Marco Denevi estuvo más de tres horas observando a Don Quijote que no paraba de fantasear de un lado para otro, evocando su amor por Dulcinea. “¿Estaría ella comportándose como él?”, se preguntaba Denevi continuamente. El escritor pensaba que ese amorío medieval fruto de la locura de un lector empedernido  no podía ser tan fuerte si sólo fuera Don Quijote el enamorado. Estaba convencido que esa tal Dulcinea debía de amarlo también, y que en el Toboso los actos de su locura amorosa serían el único tema de conversación. Así, imaginando, imaginando, el argentino llegó a un arroyo donde decidío escribir no sobre el caballero andante, sino sobre su enamorada, Dulcinea del Toboso.

Gaceta de Buenos AiresLeyó tantas novelas que terminó perdiendo la razón. Se hacía llamar Dulcinea del Toboso (en realidad se llamaba Aldonza Lorenzo), se creía princesa (era hija de aldeanos), se imaginaba joven y hermosa (tenía cuarenta años y la cara picada de viruelas). Finalmente se inventó un enamorado al que le dio el nombre de don Quijote de la Mancha.
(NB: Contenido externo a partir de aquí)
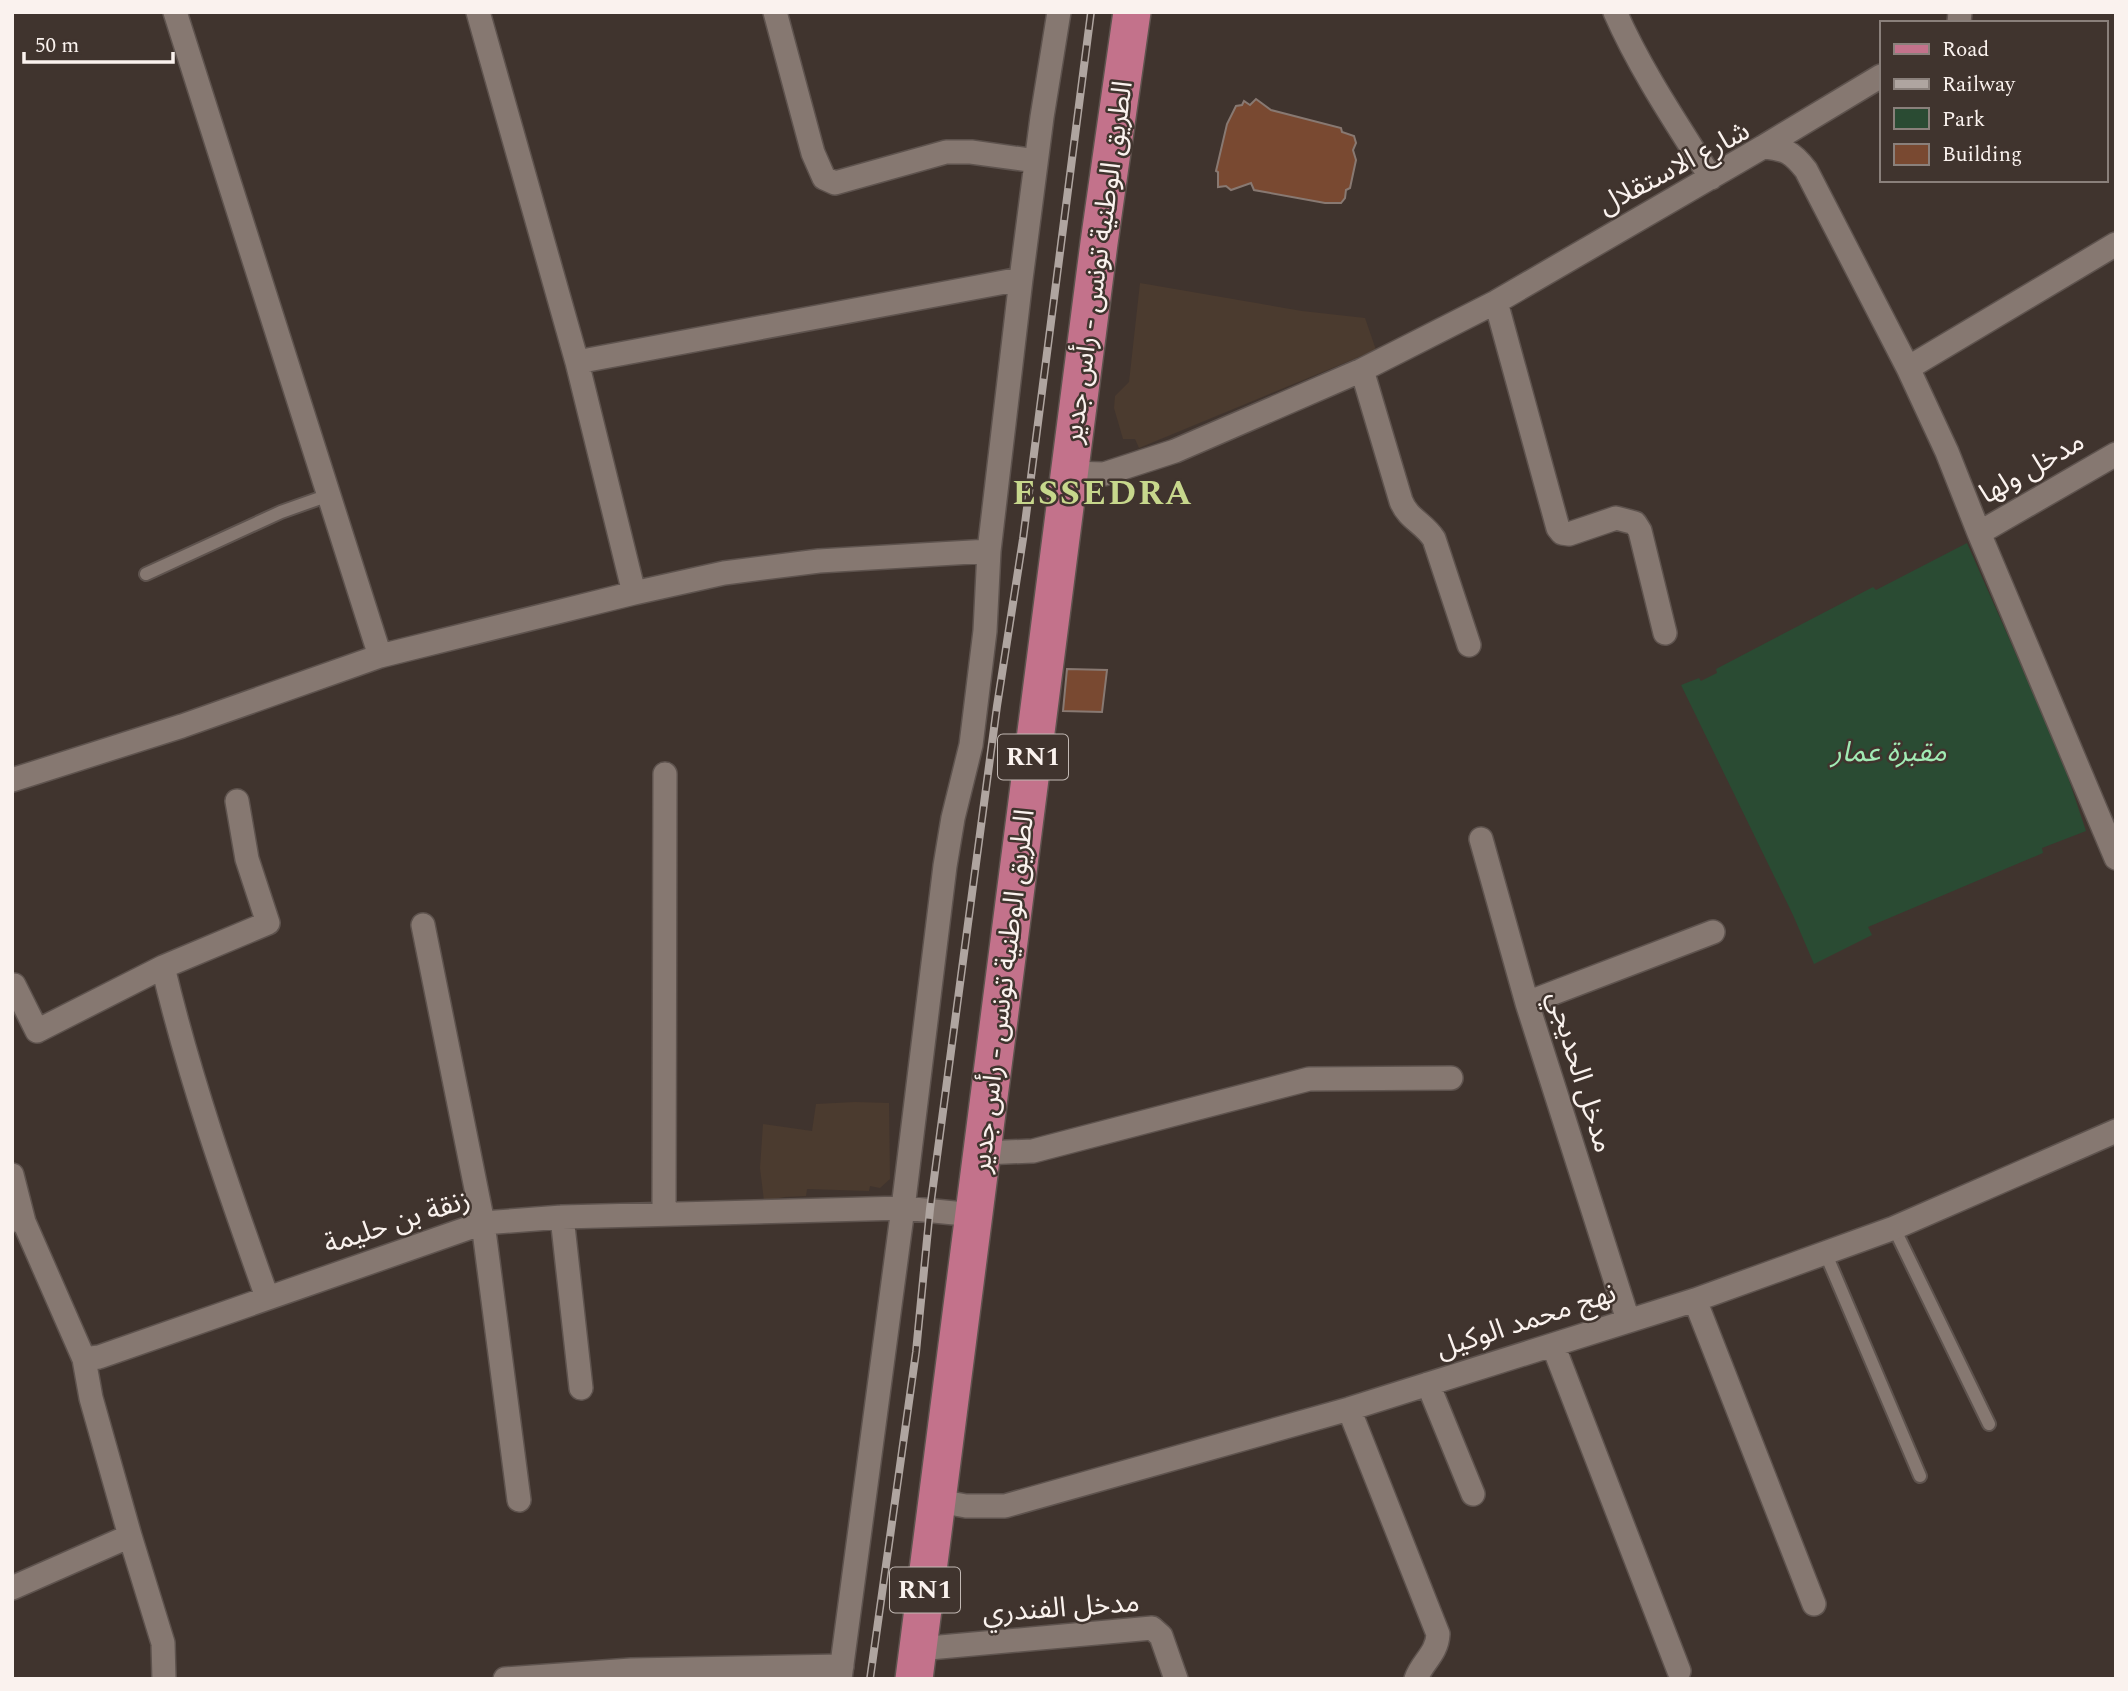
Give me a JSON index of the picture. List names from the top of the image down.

Decía que don Quijote había partido hacia remotos reinos en busca de aventuras y peligros, tanto como para hacer méritos y, a la vuelta, poder casarse con una dama de tanto copete como ella. Se pasaba todo el tiempo asomada a la ventana esperando el regreso del inexistente caballero. Alonso Quijano, un pobre diablo que la amaba, ideó hacerse pasar por don Quijote. Vistió una vieja armadura, montó en su rocín y salió a los caminos a repetir las hazañas que Dulcinea atribuía a su galán. Cuando, seguro del éxito de su estratagema, volvió al Toboso, Dulcinea había muerto.

Dulcinea del Toboso, cuento.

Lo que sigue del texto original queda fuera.